Let me tell you about the first real article I ever wrote for a newspaper. Unsurprisingly, this story overlaps with my first ever all-nighter.
Second semester, freshman year of college. After spending the previous semester writing exclusively first-person essays, I had my first real bit of 'news': The nursing department obtained some new training equipment through a grant and I was to cover it. Rather cut-and-dry and boring, but I was a happy little puppy when I left the office, finally with an assignment.
I wouldn't take a journalism class until the next year. All of my writing up to this point had either been MLA composition or free-for-all creative writing. I had always been an okay writer and that was the problem. I could write, but I hadn't considered the technical differences between a seven page paper on serial killers for composition class and a newspaper piece. Don't mistake this for confidence. It was all dumb naivety.
I met with a representative from the nursing department for an interview. I brought five pens and a full blank notebook. And wouldn't you know it, she was just so easy to talk to, like a friend, and so nice. Interviewing wasn't about asking tough questions- it was just talking! Talk, talk, talk, about life and nursing and oh yes, nursing is very hard, my mother is one, so I know, and my aunts too, and la la la, this new equipment is very important, la la la, something something about the grant funding, la la la.
"Oh, and one last little thing," she said as we wrapped up. "Do you think you could e-mail me a copy of the article before it goes to print?"
"Oh." I was stunned. "Um, I guess so?" I thought it was strange, but she so nice that I didn't want to not be nice back. Embarrassing to say I was still concerned with such crap at 18, but it's true.
Deadline was Friday, and as I do when I'm nervous about something I need to write, I procrastinated. I was terrified that if I didn't get it to them as soon as possible on Friday, it wouldn't run, and my nerves kept me from concentrating. After a few sentences in which I announced the nursing department's good fortune, I was stuck. I kept going back over my handwritten notes, trying to extract an extra morsel or two of anything. What more was there to say? They got new equipment, THE END. Still, I knew that I couldn't just hand in a couple of paragraphs, so I unpacked my adjectives. Fantastic! Helpful! Necessary!
My anxiety increased with the hours, until bleary-eyed, I emailed it at 3:45 a.m. But there's no sleep for a worried freshman. I was afraid if I went to bed that I wouldn't wake up for my 9 a.m. photography class. I worked on a class paper until it was time to trudge to the other side of campus. I had never truly stayed up all night before; even at my most insomniac, I still got a few hours of sleep. My ass hurt from hours in my desk chair and my eyes were dry from staring at the computer screen for so long. I didn't drink coffee back then and I truly cannot remember how I went on without it.

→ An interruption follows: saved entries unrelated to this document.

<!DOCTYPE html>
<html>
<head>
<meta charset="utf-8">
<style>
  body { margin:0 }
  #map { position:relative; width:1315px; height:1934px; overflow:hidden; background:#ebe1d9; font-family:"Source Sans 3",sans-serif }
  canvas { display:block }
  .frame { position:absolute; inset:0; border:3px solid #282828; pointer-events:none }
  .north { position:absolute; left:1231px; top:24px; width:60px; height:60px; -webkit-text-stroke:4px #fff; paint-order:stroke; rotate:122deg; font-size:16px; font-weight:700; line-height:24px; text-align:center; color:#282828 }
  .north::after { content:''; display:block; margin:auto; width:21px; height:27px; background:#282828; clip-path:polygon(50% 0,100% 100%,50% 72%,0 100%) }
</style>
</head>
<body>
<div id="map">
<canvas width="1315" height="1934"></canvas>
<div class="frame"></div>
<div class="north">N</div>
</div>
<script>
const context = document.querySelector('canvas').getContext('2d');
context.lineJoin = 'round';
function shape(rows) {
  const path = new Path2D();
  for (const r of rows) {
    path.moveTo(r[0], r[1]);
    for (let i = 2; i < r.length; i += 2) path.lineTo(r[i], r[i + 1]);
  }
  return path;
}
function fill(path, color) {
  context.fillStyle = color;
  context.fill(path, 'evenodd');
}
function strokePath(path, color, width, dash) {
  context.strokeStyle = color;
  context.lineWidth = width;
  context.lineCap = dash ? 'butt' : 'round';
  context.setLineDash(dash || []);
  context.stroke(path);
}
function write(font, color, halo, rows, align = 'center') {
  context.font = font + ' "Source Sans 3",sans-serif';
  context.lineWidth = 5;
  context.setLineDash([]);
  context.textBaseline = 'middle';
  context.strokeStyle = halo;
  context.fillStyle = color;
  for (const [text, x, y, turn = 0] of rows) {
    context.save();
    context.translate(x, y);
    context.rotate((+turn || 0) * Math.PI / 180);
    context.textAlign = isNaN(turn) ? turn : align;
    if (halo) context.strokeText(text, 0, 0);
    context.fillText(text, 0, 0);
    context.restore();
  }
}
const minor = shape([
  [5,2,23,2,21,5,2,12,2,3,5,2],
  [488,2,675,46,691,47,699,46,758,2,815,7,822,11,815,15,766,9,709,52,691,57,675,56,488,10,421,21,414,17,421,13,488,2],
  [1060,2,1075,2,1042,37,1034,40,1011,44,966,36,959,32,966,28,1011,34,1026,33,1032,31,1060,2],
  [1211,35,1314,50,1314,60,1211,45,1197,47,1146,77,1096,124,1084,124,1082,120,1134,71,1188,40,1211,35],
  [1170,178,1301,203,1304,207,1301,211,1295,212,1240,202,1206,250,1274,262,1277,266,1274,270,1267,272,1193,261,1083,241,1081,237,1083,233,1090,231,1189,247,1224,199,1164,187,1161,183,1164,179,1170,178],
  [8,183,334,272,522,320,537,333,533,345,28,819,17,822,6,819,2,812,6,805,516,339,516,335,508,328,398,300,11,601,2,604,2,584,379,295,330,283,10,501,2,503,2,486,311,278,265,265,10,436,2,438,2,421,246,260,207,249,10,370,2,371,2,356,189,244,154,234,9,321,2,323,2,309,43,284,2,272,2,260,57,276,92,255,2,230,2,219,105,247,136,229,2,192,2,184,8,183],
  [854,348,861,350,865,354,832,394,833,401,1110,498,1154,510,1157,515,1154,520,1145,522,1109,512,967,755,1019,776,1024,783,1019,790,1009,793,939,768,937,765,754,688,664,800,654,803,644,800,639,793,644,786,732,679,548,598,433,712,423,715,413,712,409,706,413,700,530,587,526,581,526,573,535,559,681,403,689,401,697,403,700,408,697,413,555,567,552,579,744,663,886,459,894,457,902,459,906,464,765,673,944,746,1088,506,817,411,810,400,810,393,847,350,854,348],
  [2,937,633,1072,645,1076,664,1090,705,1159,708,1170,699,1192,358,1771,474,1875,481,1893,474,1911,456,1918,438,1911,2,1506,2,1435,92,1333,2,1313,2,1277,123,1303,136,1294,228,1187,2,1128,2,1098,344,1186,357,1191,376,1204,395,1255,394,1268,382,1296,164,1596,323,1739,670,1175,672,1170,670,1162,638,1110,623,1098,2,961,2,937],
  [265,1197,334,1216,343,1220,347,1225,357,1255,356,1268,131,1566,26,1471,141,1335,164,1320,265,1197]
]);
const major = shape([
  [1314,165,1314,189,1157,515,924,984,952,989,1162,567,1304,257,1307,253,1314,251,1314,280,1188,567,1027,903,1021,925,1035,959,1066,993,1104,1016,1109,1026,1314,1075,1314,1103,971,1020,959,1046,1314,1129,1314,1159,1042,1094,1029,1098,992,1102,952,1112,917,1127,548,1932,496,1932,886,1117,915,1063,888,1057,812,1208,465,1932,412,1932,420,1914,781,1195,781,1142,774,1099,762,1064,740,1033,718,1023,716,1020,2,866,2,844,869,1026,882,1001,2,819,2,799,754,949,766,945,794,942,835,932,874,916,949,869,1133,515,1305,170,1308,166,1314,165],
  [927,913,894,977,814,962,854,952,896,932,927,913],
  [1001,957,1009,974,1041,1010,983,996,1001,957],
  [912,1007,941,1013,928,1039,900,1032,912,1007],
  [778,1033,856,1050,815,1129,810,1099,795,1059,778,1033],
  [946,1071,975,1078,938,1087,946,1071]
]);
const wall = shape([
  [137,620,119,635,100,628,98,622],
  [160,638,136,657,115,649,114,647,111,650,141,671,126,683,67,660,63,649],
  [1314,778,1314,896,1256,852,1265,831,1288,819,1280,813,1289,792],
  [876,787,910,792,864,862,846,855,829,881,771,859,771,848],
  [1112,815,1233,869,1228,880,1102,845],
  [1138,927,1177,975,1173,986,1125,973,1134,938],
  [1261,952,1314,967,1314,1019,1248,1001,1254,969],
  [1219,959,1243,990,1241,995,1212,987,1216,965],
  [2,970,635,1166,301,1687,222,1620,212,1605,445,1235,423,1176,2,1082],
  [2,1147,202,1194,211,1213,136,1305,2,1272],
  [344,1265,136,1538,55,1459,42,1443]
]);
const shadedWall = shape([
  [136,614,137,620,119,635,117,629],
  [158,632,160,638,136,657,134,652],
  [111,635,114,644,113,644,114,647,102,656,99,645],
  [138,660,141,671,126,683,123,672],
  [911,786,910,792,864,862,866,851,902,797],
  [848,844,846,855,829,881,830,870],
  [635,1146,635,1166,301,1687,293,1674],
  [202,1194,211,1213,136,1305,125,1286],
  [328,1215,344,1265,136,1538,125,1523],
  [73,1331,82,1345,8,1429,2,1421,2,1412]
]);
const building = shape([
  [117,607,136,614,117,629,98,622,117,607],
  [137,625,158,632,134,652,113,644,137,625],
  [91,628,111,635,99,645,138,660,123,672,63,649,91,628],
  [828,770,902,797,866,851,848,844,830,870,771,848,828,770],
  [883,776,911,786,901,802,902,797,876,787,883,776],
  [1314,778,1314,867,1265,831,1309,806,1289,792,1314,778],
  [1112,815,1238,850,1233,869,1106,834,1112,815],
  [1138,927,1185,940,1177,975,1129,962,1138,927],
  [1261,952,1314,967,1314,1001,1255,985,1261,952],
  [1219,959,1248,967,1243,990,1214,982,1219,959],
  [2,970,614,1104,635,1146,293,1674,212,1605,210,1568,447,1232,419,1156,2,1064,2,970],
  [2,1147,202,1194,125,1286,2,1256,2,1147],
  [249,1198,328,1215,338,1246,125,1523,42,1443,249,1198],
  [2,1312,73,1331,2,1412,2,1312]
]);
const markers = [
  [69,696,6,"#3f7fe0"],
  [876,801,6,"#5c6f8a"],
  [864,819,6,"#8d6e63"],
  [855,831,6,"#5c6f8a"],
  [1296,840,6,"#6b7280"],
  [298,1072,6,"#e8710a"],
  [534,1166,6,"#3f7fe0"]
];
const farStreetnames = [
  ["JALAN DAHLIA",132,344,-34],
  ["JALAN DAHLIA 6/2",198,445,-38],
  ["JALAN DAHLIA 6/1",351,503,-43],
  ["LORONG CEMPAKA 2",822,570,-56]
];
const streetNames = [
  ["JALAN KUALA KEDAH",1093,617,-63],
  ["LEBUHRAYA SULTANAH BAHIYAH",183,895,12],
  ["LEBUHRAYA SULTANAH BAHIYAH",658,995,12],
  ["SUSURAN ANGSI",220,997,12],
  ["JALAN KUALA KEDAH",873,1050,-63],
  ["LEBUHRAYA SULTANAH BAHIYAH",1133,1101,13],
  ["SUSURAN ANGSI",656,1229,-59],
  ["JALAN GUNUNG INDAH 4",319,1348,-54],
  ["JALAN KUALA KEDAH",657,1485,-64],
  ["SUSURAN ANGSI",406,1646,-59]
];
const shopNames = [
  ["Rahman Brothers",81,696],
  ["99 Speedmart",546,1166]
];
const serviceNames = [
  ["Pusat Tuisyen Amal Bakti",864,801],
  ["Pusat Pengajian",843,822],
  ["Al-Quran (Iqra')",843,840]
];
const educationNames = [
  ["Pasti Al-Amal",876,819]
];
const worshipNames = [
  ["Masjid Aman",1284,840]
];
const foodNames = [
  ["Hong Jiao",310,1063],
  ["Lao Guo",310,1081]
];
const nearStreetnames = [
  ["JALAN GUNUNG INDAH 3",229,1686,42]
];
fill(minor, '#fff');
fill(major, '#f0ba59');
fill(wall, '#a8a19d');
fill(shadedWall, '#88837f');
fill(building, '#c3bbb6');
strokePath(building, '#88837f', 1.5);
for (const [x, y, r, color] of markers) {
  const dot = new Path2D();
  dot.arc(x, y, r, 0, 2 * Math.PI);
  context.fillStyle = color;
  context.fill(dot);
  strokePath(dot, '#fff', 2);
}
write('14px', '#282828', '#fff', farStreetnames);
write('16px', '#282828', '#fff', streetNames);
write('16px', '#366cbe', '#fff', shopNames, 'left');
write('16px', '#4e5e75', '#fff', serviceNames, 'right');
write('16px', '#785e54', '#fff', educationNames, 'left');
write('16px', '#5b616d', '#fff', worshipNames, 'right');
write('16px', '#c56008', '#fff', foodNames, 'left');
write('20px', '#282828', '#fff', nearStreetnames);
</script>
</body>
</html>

It was after photography when I was eating lunch with a friend that the editor-in-chief tracked me down. "We need to talk," she said. "Meet me back in the office."
She started off by slapping on the desk a printed copy of the e-mail I sent with 3:45 a.m. circled. "First off, why the hell are you sending this so late at night?"
"I wanted to make sure you got." I knew that was the stupidest thing I could say as soon as that came out of my mouth. Admitting that I e-mailed a copy of it to the nursing department was also a mistake.
"Never, ever, ever send anyone a copy before it runs. Ever."
Then she went over every error, each eyesore circled in red.
"You wrote out every number. You don't do that. It's 13, not thirteen."
"This sentence is in passive voice. Don't do that. The less words, the better."
"Why are you using adjectives?!"
Eventually I had to admit that I never took a journalism class. She gave me a copy of the AP Stylebook off the bookshelf and told me to study it. She also found something of interest in how the grant was obtained and called up the nursing department to ask a few more questions. I was to come along to see it was done.
One of the most uncomfortable moments of my life was sitting in that conference room with the editor and the nursing rep I had previously chatted like an old friend-- not interviewed, let's get real. I'm older now than the editor was at the time, but I'm nowhere near as tough. She didn't hold back, firing questions with confidence and authority. With the editor, the nursing rep was a different person, defensive and quiet. The only witness to this awkwardness was the tape recorder sitting on the table between them, something which I neglected to bring the first time around (Editor: "What do you mean you didn't tape record the interview?").
There turned out to be no shady business with the grant. We went back to the newspaper office and I worked on the article under the editor's guidance. Around 3 p.m., I finally made it back to my dorm and immediately passed out. I woke up hungry six hours later in complete darkness.
Tempted as I am to only play up my mistakes, I don't think that'd be fair. I was a kid. A trusting, eager-to-please kid, the kind who are pushed over by niceness. Looking back, that editor taught me that the threat of seeming not nice should never get in the way of doing a good job. Unfortunately, it took a few more lessons for this kid to get it.
One thing did stick right away. A week later, I bought my own tape recorder.